__Directions__:
Taking the lines below one at a time, count those with the string "icon" and give the result alone.

(Stored data)
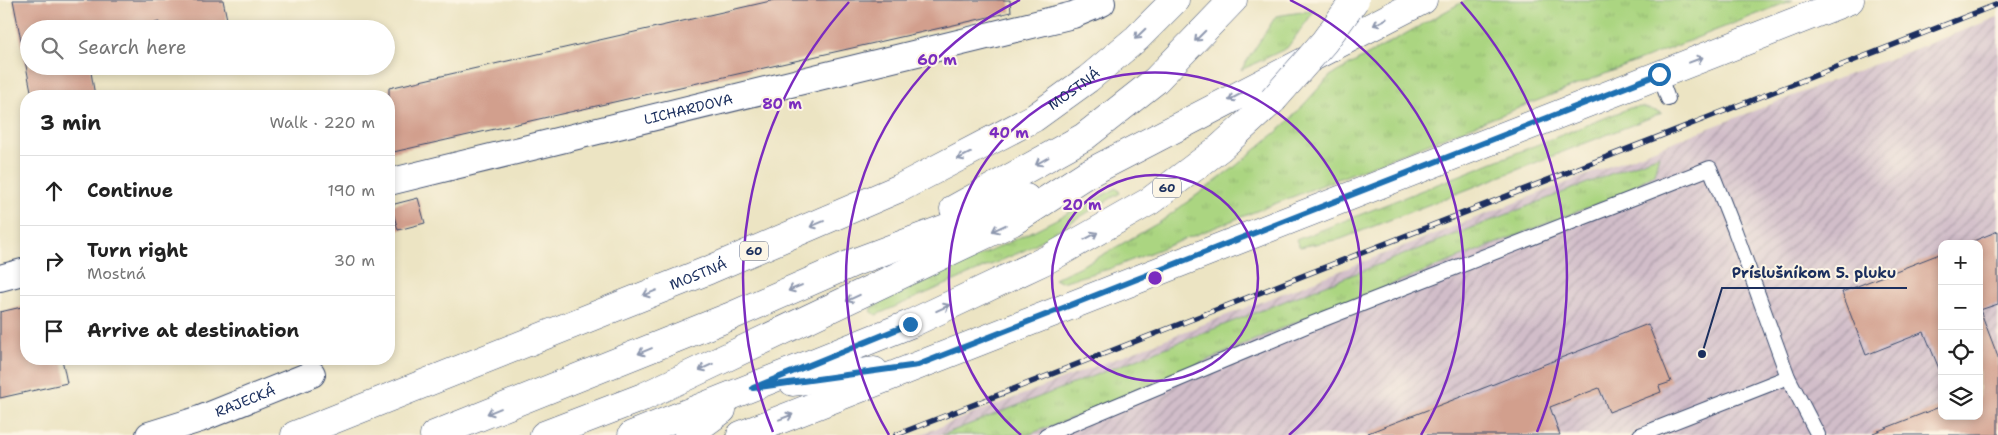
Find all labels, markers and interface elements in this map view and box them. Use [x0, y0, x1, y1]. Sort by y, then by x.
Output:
one-way arrow [1372, 17, 1387, 27]
search box [20, 20, 395, 75]
one-way arrow [1135, 28, 1147, 40]
one-way arrow [1194, 30, 1206, 42]
icon: search [38, 34, 66, 62]
text: Search here [78, 35, 187, 60]
text: 60 m [917, 50, 957, 70]
one-way arrow [1688, 55, 1703, 64]
route start [1648, 63, 1671, 86]
street label: MOSTNÁ [1044, 64, 1104, 114]
street label: LICHARDOVA [642, 89, 735, 128]
one-way arrow [1228, 92, 1243, 102]
text: 80 m [762, 94, 802, 114]
text: 3 min [40, 109, 101, 137]
text: Walk · 220 m [269, 112, 375, 133]
text: 40 m [989, 123, 1029, 143]
one-way arrow [957, 152, 972, 161]
one-way arrow [1035, 156, 1050, 166]
icon: ahead [40, 177, 68, 205]
text: Continue [87, 178, 173, 203]
road number: 60 [1153, 178, 1181, 198]
text: 190 m [328, 180, 375, 201]
text: 20 m [1062, 195, 1102, 215]
one-way arrow [810, 220, 825, 230]
one-way arrow [992, 224, 1007, 233]
one-way arrow [1083, 231, 1098, 240]
text: Turn right [87, 238, 188, 263]
map controls [1938, 240, 1983, 420]
button: + [1938, 240, 1983, 285]
road number: 60 [740, 242, 768, 260]
icon: right [40, 247, 68, 275]
text: 30 m [334, 250, 375, 271]
street label: MOSTNÁ [667, 254, 729, 294]
callout: Príslušníkom 5. pluku [1722, 258, 1907, 288]
text: Mostná [87, 263, 146, 284]
text: Príslušníkom 5. pluku [1732, 263, 1896, 283]
centre of rings [1146, 269, 1164, 287]
one-way arrow [788, 284, 803, 294]
button: − [1938, 285, 1983, 330]
one-way arrow [643, 290, 658, 299]
one-way arrow [845, 293, 860, 303]
one-way arrow [935, 303, 950, 312]
route end [899, 313, 922, 336]
icon: arrive [40, 317, 68, 345]
text: Arrive at destination [87, 318, 299, 343]
button: locate [1938, 330, 1983, 375]
one-way arrow [637, 347, 652, 356]
one-way arrow [699, 363, 714, 373]
button: layers [1938, 375, 1983, 420]
street label: RAJECKÁ [212, 381, 278, 421]
one-way arrow [487, 407, 502, 416]
one-way arrow [779, 411, 794, 420]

__Output for this exercise__:
4